WORK INSTRUCTIONS:
Copy out each line featuring the string "they" from the entries beneath.
-------------------------
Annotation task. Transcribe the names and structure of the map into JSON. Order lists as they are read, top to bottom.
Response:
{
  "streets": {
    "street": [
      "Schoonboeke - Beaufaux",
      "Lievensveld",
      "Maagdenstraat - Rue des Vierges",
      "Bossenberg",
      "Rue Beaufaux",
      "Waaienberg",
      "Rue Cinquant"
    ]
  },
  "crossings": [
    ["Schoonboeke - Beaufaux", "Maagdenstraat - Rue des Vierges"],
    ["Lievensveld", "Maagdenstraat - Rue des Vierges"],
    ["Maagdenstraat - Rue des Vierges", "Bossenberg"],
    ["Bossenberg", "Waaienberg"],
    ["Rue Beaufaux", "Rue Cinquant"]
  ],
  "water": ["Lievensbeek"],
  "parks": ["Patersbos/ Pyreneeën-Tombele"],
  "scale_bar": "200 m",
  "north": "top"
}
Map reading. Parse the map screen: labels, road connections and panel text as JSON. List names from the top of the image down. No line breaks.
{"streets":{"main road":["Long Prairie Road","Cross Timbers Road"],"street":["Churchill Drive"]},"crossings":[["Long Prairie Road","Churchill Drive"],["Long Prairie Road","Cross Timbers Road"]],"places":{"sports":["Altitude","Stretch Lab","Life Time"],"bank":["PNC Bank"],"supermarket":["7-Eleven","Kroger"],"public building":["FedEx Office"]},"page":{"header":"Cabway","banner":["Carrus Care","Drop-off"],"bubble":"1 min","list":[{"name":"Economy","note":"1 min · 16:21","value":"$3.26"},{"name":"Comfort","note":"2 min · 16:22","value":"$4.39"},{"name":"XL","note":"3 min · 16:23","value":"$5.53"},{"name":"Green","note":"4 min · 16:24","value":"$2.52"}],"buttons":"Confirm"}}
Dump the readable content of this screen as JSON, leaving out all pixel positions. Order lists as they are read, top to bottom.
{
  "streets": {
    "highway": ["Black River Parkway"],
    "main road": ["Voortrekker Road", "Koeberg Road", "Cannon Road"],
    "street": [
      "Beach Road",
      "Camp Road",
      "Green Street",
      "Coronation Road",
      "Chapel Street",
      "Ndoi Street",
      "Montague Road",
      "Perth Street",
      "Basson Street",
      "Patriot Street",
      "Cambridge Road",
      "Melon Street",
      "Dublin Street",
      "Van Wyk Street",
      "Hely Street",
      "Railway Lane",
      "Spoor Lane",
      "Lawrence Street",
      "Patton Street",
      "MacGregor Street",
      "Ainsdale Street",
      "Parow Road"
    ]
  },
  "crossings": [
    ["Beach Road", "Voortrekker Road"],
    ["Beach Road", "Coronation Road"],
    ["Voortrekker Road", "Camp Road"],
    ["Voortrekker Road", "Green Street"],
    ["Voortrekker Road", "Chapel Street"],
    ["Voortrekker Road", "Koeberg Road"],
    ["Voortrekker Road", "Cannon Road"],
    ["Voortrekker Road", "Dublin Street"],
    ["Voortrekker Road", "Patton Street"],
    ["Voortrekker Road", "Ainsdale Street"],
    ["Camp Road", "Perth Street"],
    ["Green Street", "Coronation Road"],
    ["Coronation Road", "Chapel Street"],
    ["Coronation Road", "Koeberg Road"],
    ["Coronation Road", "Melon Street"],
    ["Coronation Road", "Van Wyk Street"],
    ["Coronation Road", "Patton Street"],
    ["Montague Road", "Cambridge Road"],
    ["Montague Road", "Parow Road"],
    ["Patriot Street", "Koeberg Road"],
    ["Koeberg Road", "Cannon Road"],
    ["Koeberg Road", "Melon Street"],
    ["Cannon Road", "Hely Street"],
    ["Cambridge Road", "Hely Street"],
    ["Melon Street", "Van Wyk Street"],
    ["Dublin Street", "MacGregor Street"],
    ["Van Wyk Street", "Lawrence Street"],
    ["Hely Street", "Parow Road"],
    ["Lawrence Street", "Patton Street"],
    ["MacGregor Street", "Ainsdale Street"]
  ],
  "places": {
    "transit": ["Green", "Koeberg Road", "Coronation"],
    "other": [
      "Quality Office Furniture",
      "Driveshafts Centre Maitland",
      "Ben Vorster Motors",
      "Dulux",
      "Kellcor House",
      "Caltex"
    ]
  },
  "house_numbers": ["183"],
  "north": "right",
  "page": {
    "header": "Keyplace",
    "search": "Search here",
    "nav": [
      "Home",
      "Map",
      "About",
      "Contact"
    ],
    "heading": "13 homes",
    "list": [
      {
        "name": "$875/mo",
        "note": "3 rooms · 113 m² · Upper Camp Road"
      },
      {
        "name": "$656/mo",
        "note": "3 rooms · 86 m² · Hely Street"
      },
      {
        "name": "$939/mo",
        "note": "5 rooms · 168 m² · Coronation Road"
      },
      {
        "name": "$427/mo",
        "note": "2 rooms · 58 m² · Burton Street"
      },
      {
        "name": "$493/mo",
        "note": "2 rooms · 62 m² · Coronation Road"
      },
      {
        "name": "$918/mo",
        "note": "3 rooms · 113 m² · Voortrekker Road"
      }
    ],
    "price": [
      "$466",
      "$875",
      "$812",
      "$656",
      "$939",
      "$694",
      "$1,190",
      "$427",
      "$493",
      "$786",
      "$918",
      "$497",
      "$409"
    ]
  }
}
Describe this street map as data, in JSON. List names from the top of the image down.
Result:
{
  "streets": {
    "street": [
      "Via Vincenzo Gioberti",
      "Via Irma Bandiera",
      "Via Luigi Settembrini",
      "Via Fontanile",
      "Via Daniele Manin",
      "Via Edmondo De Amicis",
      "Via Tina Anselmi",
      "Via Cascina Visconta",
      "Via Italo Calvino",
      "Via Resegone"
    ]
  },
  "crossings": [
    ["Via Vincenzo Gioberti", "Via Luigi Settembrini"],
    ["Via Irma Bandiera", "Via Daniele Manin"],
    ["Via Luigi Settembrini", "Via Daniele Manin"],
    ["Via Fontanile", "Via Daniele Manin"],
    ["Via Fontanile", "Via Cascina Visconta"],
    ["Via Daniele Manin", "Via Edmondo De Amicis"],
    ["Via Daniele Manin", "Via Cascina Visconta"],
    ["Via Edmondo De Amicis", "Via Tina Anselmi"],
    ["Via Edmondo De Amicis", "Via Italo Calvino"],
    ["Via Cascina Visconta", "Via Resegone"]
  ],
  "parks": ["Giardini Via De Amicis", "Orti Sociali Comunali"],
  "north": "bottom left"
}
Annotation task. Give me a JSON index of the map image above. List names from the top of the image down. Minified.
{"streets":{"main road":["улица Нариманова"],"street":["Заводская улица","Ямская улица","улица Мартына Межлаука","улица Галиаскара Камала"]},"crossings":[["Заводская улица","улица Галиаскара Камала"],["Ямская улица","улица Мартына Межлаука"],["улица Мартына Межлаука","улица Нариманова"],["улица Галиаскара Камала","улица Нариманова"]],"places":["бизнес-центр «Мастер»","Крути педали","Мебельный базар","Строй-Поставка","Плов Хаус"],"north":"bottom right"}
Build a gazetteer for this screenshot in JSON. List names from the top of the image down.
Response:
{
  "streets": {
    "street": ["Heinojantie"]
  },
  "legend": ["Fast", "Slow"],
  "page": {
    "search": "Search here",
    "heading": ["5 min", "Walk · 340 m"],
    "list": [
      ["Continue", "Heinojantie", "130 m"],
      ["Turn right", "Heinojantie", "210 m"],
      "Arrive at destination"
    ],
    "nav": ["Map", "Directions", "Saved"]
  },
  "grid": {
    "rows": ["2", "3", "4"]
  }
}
-------------------------
EXERCISE RESULT:
Annotation task. Transcribe the names and structure of the map into JSON. Order lists as they are read, top to bottom.
Dump the readable content of this screen as JSON, leaving out all pixel positions. Order lists as they are read, top to bottom.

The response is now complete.